# Action item:
Reading the records below, how many lines contain "name"? Respond with a number and nothing else.

# Input data:

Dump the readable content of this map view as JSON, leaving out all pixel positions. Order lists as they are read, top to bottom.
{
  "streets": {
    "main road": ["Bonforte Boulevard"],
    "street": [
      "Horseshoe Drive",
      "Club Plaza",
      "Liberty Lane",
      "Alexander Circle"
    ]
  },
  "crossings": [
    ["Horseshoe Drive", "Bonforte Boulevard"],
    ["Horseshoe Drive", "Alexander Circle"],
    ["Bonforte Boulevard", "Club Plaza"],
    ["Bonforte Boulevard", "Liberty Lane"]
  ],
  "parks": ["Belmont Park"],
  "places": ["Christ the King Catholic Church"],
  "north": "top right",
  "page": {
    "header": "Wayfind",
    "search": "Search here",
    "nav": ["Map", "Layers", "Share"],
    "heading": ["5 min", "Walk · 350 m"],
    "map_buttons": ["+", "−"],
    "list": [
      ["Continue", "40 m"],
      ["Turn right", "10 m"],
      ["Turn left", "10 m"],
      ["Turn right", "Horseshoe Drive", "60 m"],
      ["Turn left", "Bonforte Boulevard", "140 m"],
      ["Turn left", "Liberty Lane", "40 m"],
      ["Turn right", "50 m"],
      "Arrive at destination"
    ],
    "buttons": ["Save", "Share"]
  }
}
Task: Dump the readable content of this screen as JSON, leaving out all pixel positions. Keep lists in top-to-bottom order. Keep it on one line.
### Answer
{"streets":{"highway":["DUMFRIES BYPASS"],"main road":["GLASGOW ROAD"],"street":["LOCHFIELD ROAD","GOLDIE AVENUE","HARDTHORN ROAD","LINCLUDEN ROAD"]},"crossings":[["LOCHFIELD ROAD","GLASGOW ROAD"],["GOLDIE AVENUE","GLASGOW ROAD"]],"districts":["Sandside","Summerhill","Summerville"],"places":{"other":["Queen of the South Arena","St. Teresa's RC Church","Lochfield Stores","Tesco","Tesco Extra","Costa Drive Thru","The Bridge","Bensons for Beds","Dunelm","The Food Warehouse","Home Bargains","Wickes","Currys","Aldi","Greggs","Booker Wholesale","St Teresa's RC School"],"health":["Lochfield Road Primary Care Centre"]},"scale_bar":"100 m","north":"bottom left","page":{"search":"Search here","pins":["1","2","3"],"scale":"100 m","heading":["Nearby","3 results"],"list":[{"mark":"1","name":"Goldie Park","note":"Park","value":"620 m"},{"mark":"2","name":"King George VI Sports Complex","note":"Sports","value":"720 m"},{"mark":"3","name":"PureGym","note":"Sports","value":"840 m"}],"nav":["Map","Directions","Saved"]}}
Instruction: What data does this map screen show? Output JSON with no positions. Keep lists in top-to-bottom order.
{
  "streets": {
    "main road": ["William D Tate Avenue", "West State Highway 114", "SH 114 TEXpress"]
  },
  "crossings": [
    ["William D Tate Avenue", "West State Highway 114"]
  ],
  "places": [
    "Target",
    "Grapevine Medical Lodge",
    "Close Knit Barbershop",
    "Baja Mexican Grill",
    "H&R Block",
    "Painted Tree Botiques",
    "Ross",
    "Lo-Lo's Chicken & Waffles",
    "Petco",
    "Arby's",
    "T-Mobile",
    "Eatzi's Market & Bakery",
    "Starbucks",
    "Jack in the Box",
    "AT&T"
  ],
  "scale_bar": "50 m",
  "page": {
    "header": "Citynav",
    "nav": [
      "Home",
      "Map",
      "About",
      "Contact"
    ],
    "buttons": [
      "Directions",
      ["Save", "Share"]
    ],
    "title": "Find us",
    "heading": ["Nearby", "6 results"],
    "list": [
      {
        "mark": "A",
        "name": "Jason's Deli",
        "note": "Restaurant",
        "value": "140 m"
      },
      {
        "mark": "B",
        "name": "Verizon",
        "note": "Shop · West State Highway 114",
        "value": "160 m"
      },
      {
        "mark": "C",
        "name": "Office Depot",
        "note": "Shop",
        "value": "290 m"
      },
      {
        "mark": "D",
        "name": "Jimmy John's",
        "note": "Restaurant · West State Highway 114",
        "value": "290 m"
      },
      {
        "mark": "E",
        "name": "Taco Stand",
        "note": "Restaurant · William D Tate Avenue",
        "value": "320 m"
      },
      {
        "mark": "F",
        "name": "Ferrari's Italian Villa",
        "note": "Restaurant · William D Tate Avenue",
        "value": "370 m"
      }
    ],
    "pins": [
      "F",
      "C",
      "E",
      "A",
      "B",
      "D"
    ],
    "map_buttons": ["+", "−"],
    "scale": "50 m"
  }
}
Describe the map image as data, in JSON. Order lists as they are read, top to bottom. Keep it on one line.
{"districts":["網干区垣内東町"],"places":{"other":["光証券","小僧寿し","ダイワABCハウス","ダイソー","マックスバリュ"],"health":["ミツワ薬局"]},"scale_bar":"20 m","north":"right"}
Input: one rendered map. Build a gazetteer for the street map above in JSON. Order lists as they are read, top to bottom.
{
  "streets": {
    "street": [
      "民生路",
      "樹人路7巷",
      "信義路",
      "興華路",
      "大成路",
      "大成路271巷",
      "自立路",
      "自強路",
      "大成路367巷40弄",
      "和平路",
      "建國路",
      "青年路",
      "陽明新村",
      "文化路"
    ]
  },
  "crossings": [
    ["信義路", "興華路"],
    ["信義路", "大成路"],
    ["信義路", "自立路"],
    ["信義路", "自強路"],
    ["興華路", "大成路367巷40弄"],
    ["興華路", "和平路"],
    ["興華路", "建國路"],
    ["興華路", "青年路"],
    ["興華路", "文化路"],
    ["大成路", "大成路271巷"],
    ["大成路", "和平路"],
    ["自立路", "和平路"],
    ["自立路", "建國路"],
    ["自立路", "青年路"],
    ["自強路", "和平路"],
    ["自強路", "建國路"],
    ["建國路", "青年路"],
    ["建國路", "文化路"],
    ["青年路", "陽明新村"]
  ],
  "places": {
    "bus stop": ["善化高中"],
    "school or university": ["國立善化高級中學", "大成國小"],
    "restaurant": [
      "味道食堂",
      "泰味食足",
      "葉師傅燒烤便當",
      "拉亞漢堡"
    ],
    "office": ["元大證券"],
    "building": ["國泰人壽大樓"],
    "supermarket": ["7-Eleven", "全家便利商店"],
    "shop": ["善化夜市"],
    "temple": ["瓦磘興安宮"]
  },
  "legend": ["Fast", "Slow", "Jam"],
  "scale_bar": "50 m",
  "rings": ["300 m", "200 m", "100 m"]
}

# Problem solution:
7